Offiziell wird die Entscheidung mit dem anhaltenden Rückgang der internationalen Kakaopreise und einem untragbar gewordenen Stabilisierungssystem begründet. Landwirtschaftsminister Bruno Koné sagte, der Mechanismus sei "widerstandsfähig geblieben", doch der fortgesetzte Verfall des Kakaopreises am internationalen Markt erzwinge eine Anpassung.

Estelle Maussion, stellvertretende Wirtschaftschefredakteurin von Jeune Afrique, erläuterte, dass der Staat den Ankaufspreis zu Beginn jeder Saison auf Basis der Verkäufe des Vorjahres festlegt, wodurch er vom aktuellen Weltmarktpreis "entkoppelt" sein kann. Bei rasch fallenden Kursen wurde dieser Mechanismus unhaltbar. Weitere Faktoren wogen schwer: sich anhäufende unverkaufte Bohnenbestände, Exporteure, die den als zu hoch empfundenen Preis verweigerten, und angespannte Staatsfinanzen. Baudelaire Mieu, Abidjan-Korrespondent von Jeune Afrique, sagte, die Lage sei "für die Staatsfinanzen untragbar geworden", einige Exporteure hätten den Ankauf sogar eingestellt.
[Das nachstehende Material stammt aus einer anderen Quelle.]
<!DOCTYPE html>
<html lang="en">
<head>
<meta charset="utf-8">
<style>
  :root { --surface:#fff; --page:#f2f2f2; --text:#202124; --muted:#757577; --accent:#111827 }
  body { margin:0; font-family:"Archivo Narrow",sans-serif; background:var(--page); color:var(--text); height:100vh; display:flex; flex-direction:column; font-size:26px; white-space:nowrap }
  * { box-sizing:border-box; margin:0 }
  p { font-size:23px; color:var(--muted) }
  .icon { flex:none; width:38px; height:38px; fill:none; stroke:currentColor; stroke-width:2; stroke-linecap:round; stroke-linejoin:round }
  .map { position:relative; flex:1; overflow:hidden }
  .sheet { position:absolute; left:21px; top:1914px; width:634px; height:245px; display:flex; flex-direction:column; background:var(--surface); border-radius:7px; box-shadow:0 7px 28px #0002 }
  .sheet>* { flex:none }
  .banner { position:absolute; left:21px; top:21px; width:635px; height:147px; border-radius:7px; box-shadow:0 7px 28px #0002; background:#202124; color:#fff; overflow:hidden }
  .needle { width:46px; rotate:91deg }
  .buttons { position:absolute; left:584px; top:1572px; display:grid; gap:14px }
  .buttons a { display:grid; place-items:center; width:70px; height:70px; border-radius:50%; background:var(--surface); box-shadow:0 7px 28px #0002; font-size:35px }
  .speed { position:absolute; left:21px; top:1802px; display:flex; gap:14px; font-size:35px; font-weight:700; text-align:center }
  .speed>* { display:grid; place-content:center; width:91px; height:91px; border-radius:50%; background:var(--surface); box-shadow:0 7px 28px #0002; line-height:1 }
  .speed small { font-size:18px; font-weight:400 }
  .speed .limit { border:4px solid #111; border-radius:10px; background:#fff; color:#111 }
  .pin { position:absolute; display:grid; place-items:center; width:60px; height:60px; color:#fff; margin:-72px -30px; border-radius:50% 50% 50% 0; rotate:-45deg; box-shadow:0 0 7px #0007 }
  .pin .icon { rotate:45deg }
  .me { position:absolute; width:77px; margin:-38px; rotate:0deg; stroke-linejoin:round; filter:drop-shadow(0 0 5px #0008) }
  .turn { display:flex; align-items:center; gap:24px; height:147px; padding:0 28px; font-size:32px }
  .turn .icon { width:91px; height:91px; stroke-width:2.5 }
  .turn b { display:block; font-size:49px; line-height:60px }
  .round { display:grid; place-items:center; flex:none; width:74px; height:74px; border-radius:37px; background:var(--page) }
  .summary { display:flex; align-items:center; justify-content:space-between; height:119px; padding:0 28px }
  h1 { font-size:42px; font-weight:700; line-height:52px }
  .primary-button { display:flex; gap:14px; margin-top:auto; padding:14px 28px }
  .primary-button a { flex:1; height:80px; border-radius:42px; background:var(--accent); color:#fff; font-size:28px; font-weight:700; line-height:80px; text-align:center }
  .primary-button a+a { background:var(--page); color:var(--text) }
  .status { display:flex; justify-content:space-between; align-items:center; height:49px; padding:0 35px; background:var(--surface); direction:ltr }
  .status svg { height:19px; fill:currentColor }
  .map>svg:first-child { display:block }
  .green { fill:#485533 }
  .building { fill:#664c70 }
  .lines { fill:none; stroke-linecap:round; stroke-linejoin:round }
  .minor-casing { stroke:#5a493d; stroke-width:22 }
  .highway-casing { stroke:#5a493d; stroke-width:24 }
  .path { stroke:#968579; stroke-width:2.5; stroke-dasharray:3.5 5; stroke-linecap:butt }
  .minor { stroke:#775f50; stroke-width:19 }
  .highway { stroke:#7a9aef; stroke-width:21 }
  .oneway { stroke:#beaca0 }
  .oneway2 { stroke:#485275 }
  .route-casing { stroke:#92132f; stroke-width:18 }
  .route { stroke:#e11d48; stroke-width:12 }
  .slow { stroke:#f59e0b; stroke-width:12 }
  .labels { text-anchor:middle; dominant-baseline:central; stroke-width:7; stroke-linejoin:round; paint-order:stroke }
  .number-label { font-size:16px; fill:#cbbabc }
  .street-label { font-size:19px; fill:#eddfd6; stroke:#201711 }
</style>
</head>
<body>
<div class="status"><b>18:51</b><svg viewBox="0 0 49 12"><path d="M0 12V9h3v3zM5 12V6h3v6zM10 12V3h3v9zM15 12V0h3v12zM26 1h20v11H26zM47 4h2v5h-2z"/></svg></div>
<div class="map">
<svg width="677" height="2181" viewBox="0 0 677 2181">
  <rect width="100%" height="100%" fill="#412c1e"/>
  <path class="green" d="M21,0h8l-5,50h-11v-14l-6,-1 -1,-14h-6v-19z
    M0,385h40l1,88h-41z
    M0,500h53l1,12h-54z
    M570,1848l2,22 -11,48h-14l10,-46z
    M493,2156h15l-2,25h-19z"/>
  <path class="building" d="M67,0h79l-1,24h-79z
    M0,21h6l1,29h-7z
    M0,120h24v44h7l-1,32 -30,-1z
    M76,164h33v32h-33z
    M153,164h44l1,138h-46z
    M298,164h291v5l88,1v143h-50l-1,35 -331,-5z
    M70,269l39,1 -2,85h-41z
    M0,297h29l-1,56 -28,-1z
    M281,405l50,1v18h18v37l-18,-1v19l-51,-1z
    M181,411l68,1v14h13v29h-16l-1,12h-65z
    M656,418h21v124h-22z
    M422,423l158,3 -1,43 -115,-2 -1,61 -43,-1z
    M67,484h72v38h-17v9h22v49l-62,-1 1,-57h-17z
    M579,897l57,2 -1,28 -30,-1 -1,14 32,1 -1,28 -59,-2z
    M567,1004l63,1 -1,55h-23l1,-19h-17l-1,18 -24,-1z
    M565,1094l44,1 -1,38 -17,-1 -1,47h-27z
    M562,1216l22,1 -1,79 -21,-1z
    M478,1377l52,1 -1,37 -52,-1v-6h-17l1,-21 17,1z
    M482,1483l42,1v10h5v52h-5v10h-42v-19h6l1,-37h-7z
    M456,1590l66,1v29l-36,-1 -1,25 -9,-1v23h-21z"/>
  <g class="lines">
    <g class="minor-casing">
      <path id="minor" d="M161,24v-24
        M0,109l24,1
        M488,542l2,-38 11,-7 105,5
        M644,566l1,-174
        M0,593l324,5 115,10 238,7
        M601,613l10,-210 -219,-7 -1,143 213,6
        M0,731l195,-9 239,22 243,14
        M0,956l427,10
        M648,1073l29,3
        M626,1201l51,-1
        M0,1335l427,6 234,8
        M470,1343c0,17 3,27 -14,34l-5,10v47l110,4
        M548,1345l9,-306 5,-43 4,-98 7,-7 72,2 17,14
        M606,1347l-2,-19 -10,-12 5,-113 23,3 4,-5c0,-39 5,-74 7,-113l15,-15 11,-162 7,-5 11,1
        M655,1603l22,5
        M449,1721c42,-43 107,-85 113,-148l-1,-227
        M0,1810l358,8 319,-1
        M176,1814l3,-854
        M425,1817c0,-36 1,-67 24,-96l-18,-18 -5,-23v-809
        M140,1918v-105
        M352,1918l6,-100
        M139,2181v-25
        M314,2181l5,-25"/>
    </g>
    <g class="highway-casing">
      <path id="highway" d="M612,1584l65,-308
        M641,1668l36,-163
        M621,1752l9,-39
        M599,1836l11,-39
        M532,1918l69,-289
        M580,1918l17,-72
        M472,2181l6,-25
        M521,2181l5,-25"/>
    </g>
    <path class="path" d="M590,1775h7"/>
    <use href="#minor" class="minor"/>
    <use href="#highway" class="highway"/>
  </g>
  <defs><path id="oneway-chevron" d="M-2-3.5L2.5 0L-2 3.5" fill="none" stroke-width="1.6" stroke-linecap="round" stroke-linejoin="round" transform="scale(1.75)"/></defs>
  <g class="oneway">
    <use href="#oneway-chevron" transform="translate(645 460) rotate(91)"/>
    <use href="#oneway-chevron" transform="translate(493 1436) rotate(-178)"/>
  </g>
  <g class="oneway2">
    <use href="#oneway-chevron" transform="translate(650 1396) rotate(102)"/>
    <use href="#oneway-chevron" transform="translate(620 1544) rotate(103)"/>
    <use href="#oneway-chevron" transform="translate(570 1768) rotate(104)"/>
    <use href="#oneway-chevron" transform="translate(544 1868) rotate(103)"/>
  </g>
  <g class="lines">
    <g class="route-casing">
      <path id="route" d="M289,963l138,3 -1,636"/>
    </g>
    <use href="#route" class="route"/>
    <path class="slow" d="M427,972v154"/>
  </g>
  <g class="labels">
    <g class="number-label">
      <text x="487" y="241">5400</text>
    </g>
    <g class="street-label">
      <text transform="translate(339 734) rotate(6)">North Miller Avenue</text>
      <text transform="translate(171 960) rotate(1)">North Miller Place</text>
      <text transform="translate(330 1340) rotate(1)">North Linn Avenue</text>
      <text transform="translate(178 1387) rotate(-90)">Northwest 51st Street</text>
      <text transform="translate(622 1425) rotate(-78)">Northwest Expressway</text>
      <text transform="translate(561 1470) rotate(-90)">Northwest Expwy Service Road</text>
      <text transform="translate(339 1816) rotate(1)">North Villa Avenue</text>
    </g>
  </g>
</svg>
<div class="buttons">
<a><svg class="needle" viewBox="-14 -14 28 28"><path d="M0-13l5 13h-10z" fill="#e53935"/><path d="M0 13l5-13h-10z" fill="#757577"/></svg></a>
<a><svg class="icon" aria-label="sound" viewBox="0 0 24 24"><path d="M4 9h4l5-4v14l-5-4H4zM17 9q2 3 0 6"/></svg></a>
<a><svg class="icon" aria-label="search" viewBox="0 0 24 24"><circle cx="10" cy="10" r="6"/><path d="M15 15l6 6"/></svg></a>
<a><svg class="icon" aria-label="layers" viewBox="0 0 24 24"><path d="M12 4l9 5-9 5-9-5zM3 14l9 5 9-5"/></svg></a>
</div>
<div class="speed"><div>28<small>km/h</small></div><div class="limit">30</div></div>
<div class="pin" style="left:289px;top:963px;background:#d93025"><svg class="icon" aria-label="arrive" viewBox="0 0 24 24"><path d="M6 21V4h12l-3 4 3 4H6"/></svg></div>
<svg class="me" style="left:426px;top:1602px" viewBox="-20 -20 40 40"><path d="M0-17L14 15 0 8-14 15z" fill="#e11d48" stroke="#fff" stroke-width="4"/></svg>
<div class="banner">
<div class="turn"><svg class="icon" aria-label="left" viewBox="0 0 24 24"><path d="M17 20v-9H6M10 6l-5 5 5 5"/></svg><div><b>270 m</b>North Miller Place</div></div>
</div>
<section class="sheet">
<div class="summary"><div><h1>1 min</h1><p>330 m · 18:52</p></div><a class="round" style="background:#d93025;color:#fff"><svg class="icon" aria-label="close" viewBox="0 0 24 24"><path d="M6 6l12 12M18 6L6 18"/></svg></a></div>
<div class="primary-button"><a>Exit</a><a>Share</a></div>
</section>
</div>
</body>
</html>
Eine Preislücke, die den Schmuggel nährt

Die kräftige Kürzung vergrößert die Lücke zwischen dem offiziellen Preis und dem, was Bohnen über informelle Kanäle erzielen, und verstärkt den Anreiz, an der Kasse vorbei zu verkaufen. Reportagen über Kakaoschmuggler in Côte d'Ivoire beschreiben ein Klima der Angst rund um den Handel; ein Anwohner wird mit den Worten zitiert: "Hier wird niemand mit Ihnen sprechen, die Leute haben zu viel Angst."

Für eine Lieferkette, die einen Großteil der weltweiten Schokolade versorgt, ist ein wachsendes Schattennetz ein strukturelles Risiko. Bohnen, die den legalen Kreislauf verlassen, untergraben die Rückverfolgbarkeit und mindern die Mengen, die offizielle Exporteure erreichen — während europäische Sorgfaltspflichtregeln zu Kakao noch ausstehen.
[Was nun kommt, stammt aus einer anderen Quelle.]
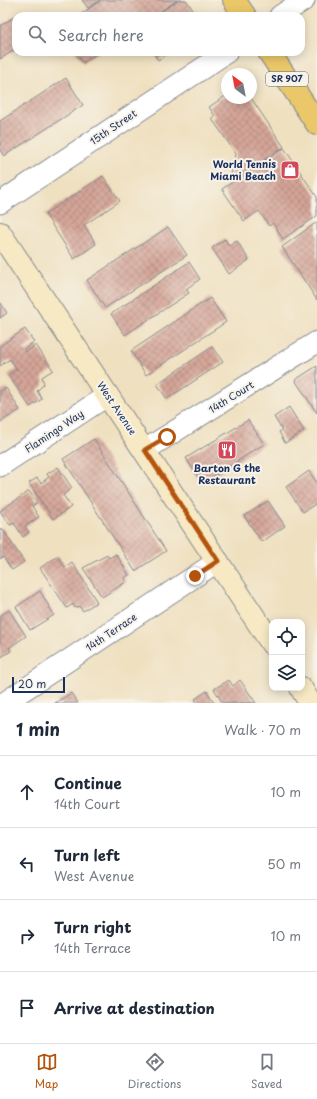 <!DOCTYPE html>
<meta charset="utf-8">
<style>
:root{--surface:#fff;--page:#f2f2f3;--text:#1f2937;--muted:#747a83;--line:#e0e1e3;--accent:#b45309}
body{margin:0;font-family:"Playpen Sans",sans-serif;background:var(--page);color:var(--text)}
.controls{position:absolute;right:12px;bottom:12px;display:grid;overflow:hidden;border-radius:8px;box-shadow:0 2px 10px #0003}
.controls button{width:36px;height:36px;display:grid;place-items:center;padding:0;border:0;border-bottom:1px solid var(--line);background:var(--surface);color:var(--text);font:20px sans-serif}
.compass{position:absolute;left:221px;top:68px;width:36px;height:36px;border-radius:50%;background:var(--surface);box-shadow:0 2px 10px #0003;rotate:328deg}
.scale{position:absolute;left:12px;bottom:10px;width:53px;box-sizing:border-box;padding-left:4px;border:2px solid #1b2f5e;border-top:0;font-size:11px;line-height:14px;white-space:nowrap;color:#1b2f5e;-webkit-text-stroke:3px #f7f3e8;paint-order:stroke}
.stop{position:absolute;width:12px;height:12px;margin:-9px;border:3px solid #b45309;border-radius:50%;background:#fff}
.stop.end{background:#b45309;border-color:#fff;box-shadow:0 1px 4px #0008}
.list{margin:0;padding:0;list-style:none}
h2{display:flex;justify-content:space-between;align-items:center;height:52px;margin:0;padding:0 16px;font-size:17px}
h2 small{font-size:13px;font-weight:400;color:var(--muted)}
.list li{display:grid;grid-template-columns:26px 1fr auto;gap:12px;align-items:center;box-sizing:border-box;height:72px;padding:0 16px;border-top:1px solid var(--line)}
.list b{display:block;font-size:15px;white-space:nowrap}
.list p{margin:0;font-size:13px;white-space:nowrap;color:var(--muted)}
.list em{font-size:13px;font-style:normal;color:var(--muted)}
.icon{flex:none;width:22px;height:22px;fill:none;stroke:currentColor;stroke-width:2;stroke-linecap:round;stroke-linejoin:round}
.map{position:relative;flex:none;width:317px;height:703px;overflow:hidden}
.search{position:absolute;background:var(--surface);box-shadow:0 2px 10px #0003;left:12px;right:12px;top:12px;height:44px;display:flex;align-items:center;gap:10px;box-sizing:border-box;padding:0 14px;border-radius:12px;color:var(--muted);font-size:15px}
.sheet{height:340px;background:var(--surface)}
nav{display:flex;justify-content:space-around;align-items:center;box-sizing:border-box;height:56px;border-top:1px solid var(--line);background:var(--surface);font-size:11px;color:var(--muted)}
nav a{display:grid;justify-items:center;gap:2px}
nav .on{color:var(--accent)}
.map>svg:first-child{display:block}
.building{fill:url(#building-cross-hatch)}
.lines{fill:none;stroke-linecap:round;stroke-linejoin:round}
.street-casing{stroke:#85888f;stroke-width:23}
.secondary-casing{stroke:#85888f;stroke-width:24}
.highway-casing{stroke:#85888f;stroke-width:24}
.street{stroke:#fff;stroke-width:21}
.secondary{stroke:#f7e9c3;stroke-width:22}
.highway{stroke:#eac769;stroke-width:22}
.route{stroke:#b45309;stroke-width:5}
.labels{text-anchor:middle;stroke-width:4;stroke-linejoin:round;paint-order:stroke}
.shield{fill:#f7f3e8;stroke:#5d6a87;stroke-width:1}
.shield-label{font-size:9px;font-weight:bold;fill:#1b2f5e}
.street-label{font-size:10px;fill:#1b2f5e;stroke:#f7f3e8}
.poi-label{font-size:10px;font-weight:bold;fill:#1b2f5e;stroke:#f7f3e8;text-anchor:end}
</style>
<div class="map">
<svg width="317" height="703" viewBox="0 0 317 703">
<defs>
<pattern id="building-cross-hatch" width="8" height="8" patternUnits="userSpaceOnUse"><rect width="8" height="8" fill="#d5a598"/><path d="M0 0l8 8M0 8l8-8" fill="none" stroke="#ac877f"/></pattern>
</defs>
<rect width="100%" height="100%" fill="#f7f3e8"/>
<filter id="ink" filterUnits="userSpaceOnUse"><feTurbulence type="fractalNoise" baseFrequency=".025" numOctaves="2"/><feDisplacementMap in="SourceGraphic" scale="8" xChannelSelector="R" yChannelSelector="G"/><feConvolveMatrix kernelMatrix="1 2 1 2 8 2 1 2 1" color-interpolation-filters="sRGB"/></filter>
<filter id="wash" filterUnits="userSpaceOnUse"><feTurbulence type="fractalNoise" baseFrequency=".012" numOctaves="4" result="noise"/><feDisplacementMap in="SourceGraphic" scale="16" xChannelSelector="R" yChannelSelector="G"/><feGaussianBlur stdDeviation="0.9" result="paint"/><feColorMatrix in="noise" values="0 0 0 0 0 0 0 0 0 0 0 0 0 0 0 0 0 1.4 0 .05"/><feComposite in="paint" operator="in"/></filter>
<g filter="url(#wash)">
<rect width="100%" height="100%" fill="#efe0c0"/>
<g id="blocks">
<g class="building">
<polygon points="82,0 100,0 88,8"/>
<polygon points="102,0 177,0 160,12 179,0 186,0 197,16 78,16"/>
<polygon points="23,11 27,16 16,16 16,49 0,59 0,26"/>
<polygon points="75,52 99,52 83,63"/>
<polygon points="153,52 170,52 158,60"/>
<polygon points="66,78 83,105 4,156 0,150 0,121"/>
<polygon points="227,95 227,98 251,98 284,147 234,179 231,174 236,154 212,119 215,116 209,107"/>
<polygon points="284,148 317,197 317,216 283,239 273,223 269,226 259,211 244,221 222,189"/>
<polygon points="103,176 120,201 84,225 96,244 74,259 45,214"/>
<polygon points="317,222 317,300 282,247"/>
<polygon points="168,227 187,255 105,308 87,280"/>
<polygon points="225,239 229,246 237,241 249,260 229,274 212,248"/>
<polygon points="189,262 200,279 186,289 189,293 125,335 111,314"/>
<polygon points="210,298 226,322 146,375 131,351"/>
<polygon points="0,302 7,313 0,318"/>
<polygon points="25,329 34,342 24,349 26,352 36,345 53,370 42,377 44,384 37,391 42,399 30,407 8,375 17,369 10,359 0,366 0,346"/>
<polygon points="212,347 223,362 167,399 157,384"/>
<polygon points="317,366 317,413 295,380"/>
<polygon points="6,388 20,410 0,422 0,391"/>
<polygon points="289,407 304,431 285,443 279,432 282,430 274,417"/>
<polygon points="248,420 264,444 202,484 186,458"/>
<polygon points="94,439 166,551 135,571 63,459"/>
<polygon points="58,467 72,488 63,495 71,507 53,519 29,483 37,478 41,483 49,477 47,474"/>
<polygon points="309,471 317,483 317,503 303,512 286,487"/>
<polygon points="29,491 37,503 32,506 39,517 25,526 29,532 23,537 14,523 10,525 0,511"/>
<polygon points="268,501 285,526 262,542 244,516"/>
<polygon points="2,528 24,562 12,570 3,557 0,559 0,529"/>
<polygon points="116,554 129,575 124,578 126,582 102,597 83,568 107,555 109,558"/>
<polygon points="58,556 65,567 72,562 97,602 83,611 79,606 75,608 73,604 67,608 40,568"/>
<polygon points="40,591 54,615 30,630 16,607"/>
<polygon points="9,610 26,636 9,648 11,651 0,658 0,616"/>
<polygon points="229,680 233,686 240,680 256,703 223,703 214,689"/>
<polygon points="207,691 214,703 197,703 195,699"/>
<polygon points="71,693 78,703 55,703"/>
</g>
</g>
</g>
<g filter="url(#ink)">
<use href="#blocks" fill-opacity="0" stroke="#85888f" stroke-width="1"/>
<g class="lines">
<defs>
<g id="street">
<polyline points="280,16 304,0"/>
<polyline points="0,203 227,52"/>
<polyline points="145,450 317,342"/>
<polyline points="0,466 108,395"/>
<polyline points="4,703 218,561"/>
</g>
<g id="secondary">
<polyline points="0,233 272,644"/>
<polyline points="301,688 310,703"/>
</g>
<g id="highway">
<polyline points="234,0 245,16"/>
<polyline points="269,52 317,124"/>
</g>
</defs>
<use href="#street" class="street-casing"/>
<use href="#secondary" class="secondary-casing"/>
<use href="#highway" class="highway-casing"/>
<use href="#street" class="street"/>
<use href="#secondary" class="secondary"/>
<use href="#highway" class="highway"/>
</g>
</g>
<g class="lines" filter="url(#ink)">
<polyline class="route" points="167,437 145,450 218,561 195,576"/>
</g>
<defs>
<symbol id="shop-square" viewBox="-11 -11 22 22"><rect x="-9" y="-9" width="18" height="18" rx="4" fill="#d1495b" stroke="#f7f3e8"/><path d="M-5-2.5h2.3a2.7 3.5 0 0 1 5.4 0H5L5.5 6h-11ZM-1.5-2.5h3a1.5 2.3 0 0 0-3 0Z" fill="#fff"/></symbol>
<symbol id="restaurant-square" viewBox="-11 -11 22 22"><rect x="-9" y="-9" width="18" height="18" rx="4" fill="#d1495b" stroke="#f7f3e8"/><path d="M-5-6h1v4h1v-4h1v4h1v-4h1v5L-1.5 .5V6h-2V.5L-5-1ZM5-6V6H3V1.5H1.5Q1.5-4 5-6Z" fill="#fff"/></symbol>
</defs>
<g fill-rule="evenodd">
<use href="#shop-square" x="279" y="159" width="22" height="22"/>
<use href="#restaurant-square" x="216" y="439" width="22" height="22"/>
</g>
<g class="labels">
<rect class="shield" x="266" y="72" width="42" height="14" rx="3"/>
<g class="shield-label">
<text x="287" y="82">SR 907</text>
</g>
<g class="street-label">
<text transform="translate(113 127) rotate(-34)" y="4">15th Street</text>
<text transform="translate(231 397) rotate(-32)" y="4">14th Court</text>
<text transform="translate(117 408) rotate(56)" y="4">West Avenue</text>
<text transform="translate(54 431) rotate(-34)" y="4">Flamingo Way</text>
<text transform="translate(111 632) rotate(-34)" y="4">14th Terrace</text>
</g>
<g class="poi-label">
<text x="276" y="168">World Tennis<tspan x="276" dy="12">Miami Beach</tspan></text>
<text x="227" y="472" text-anchor="middle">Barton G the<tspan x="227" dy="12">Restaurant</tspan></text>
</g>
</g>
</svg>
<div class="controls">
<button><svg class="icon" aria-label="locate" viewBox="0 0 24 24"><circle cx="12" cy="12" r="6"/><path d="M12 2v4M12 18v4M2 12h4M18 12h4"/></svg></button>
<button><svg class="icon" aria-label="layers" viewBox="0 0 24 24"><path d="M12 4l9 5-9 5-9-5zM3 14l9 5 9-5"/></svg></button>
</div>
<svg class="compass" viewBox="-18 -18 36 36"><path d="M0-13l5 13h-10z" fill="#e53935"/><path d="M0 13l5-13h-10z" fill="#747a83"/></svg>
<div class="scale">20 m</div>
<div class="stop" style="left:167px;top:437px"></div>
<div class="stop end" style="left:195px;top:576px"></div>
<div class="search"><svg class="icon" aria-label="search" viewBox="0 0 24 24"><circle cx="10" cy="10" r="6"/><path d="M15 15l6 6"/></svg>Search here</div>
</div>
<section class="sheet">
<h2>1 min<small>Walk · 70 m</small></h2>
<ul class="list">
<li><svg class="icon" aria-label="ahead" viewBox="0 0 24 24"><path d="M12 20V5M6 11l6-6 6 6"/></svg><div><b>Continue</b><p>14th Court</p></div><em>10 m</em></li>
<li><svg class="icon" aria-label="left" viewBox="0 0 24 24"><path d="M17 20v-9H6M10 6l-5 5 5 5"/></svg><div><b>Turn left</b><p>West Avenue</p></div><em>50 m</em></li>
<li><svg class="icon" aria-label="right" viewBox="0 0 24 24"><path d="M7 20v-9h11M14 6l5 5-5 5"/></svg><div><b>Turn right</b><p>14th Terrace</p></div><em>10 m</em></li>
<li><svg class="icon" aria-label="arrive" viewBox="0 0 24 24"><path d="M6 21V4h12l-3 4 3 4H6"/></svg><div><b>Arrive at destination</b></div></li>
</ul>
</section>
<nav>
<a class="on"><svg class="icon" aria-label="map" viewBox="0 0 24 24"><path d="M3 6l6-2 6 2 6-2v14l-6 2-6-2-6 2zM9 4v14M15 6v14"/></svg>Map</a>
<a><svg class="icon" aria-label="directions" viewBox="0 0 24 24"><path d="M12 3l9 9-9 9-9-9zM9 14v-3h6M13 9l2 2-2 2"/></svg>Directions</a>
<a><svg class="icon" aria-label="saved" viewBox="0 0 24 24"><path d="M7 4h10v16l-5-4-5 4z"/></svg>Saved</a>
</nav>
Turbulenzen in einem Schlüsselsektor

Côte d'Ivoire gibt an, bereits 80 % seiner Ernte 2025-2026 verkauft zu haben, doch der Sektor durchläuft Turbulenzen, geprägt von den finanziellen Schwierigkeiten lokaler Händler. Analysten nennen die anhaltende Preisvolatilität, den wachsenden Einfluss des Klimawandels und die erwartete europäische Regulierung als Herausforderungen für die beiden führenden Produzenten, Côte d'Ivoire (Abidjan) und Ghana (Accra).

Für Importeure und Schokoladenhersteller erhöht die Divergenz zwischen Erzeugerpreispolitik und Weltmarktpreisen — und der dadurch begünstigte Schmuggel — die Unsicherheit über die Verlässlichkeit der Lieferungen aus dem Land, das den globalen Kakaomarkt verankert.